Directions for this task: Go through the lines below and copy any that hold the string "streets".

Stored data:
>>>>>
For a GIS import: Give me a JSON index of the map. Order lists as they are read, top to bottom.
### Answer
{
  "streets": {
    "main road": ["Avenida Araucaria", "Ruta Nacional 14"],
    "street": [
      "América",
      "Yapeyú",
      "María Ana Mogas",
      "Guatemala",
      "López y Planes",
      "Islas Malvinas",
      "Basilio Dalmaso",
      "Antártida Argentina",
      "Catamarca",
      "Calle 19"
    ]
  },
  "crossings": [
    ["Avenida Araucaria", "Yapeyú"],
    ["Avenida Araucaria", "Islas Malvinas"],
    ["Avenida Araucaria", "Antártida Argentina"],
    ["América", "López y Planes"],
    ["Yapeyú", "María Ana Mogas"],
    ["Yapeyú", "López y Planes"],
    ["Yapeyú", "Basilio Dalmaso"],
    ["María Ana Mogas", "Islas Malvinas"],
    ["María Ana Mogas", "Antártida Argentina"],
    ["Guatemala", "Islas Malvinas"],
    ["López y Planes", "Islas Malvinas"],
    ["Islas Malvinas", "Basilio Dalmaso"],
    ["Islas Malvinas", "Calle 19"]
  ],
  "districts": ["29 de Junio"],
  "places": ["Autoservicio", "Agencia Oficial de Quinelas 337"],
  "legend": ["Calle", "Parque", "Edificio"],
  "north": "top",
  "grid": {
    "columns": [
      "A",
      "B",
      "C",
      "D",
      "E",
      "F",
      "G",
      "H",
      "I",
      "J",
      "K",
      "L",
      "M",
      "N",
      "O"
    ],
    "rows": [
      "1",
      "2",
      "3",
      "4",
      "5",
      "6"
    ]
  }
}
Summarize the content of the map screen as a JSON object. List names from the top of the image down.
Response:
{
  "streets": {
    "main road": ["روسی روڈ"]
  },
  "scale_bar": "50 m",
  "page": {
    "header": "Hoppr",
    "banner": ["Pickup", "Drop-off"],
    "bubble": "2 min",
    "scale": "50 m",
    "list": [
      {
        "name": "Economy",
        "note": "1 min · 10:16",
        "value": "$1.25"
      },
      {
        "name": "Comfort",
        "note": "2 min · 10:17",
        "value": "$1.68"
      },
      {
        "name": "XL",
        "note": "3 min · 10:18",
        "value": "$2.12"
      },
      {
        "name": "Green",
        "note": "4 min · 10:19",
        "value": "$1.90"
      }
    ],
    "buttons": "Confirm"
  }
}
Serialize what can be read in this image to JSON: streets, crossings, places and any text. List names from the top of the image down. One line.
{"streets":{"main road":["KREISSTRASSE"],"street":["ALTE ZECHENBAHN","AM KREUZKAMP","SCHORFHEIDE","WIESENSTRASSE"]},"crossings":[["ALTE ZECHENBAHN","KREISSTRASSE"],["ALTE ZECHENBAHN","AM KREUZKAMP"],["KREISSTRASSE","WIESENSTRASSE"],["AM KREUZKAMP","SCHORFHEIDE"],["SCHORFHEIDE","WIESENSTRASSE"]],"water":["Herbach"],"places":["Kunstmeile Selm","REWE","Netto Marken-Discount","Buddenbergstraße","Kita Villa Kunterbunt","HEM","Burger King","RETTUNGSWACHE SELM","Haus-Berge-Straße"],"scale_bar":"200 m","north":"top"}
<<<<<
Written response:
  "streets": {
  "streets": {
Serialize what can be read in this image to JSON: streets, crossings, places and any text. List names from the top of the image down. One line.
{"streets":{"main road":["KREISSTRASSE"],"street":["ALTE ZECHENBAHN","AM KREUZKAMP","SCHORFHEIDE","WIESENSTRASSE"]},"crossings":[["ALTE ZECHENBAHN","KREISSTRASSE"],["ALTE ZECHENBAHN","AM KREUZKAMP"],["KREISSTRASSE","WIESENSTRASSE"],["AM KREUZKAMP","SCHORFHEIDE"],["SCHORFHEIDE","WIESENSTRASSE"]],"water":["Herbach"],"places":["Kunstmeile Selm","REWE","Netto Marken-Discount","Buddenbergstraße","Kita Villa Kunterbunt","HEM","Burger King","RETTUNGSWACHE SELM","Haus-Berge-Straße"],"scale_bar":"200 m","north":"top"}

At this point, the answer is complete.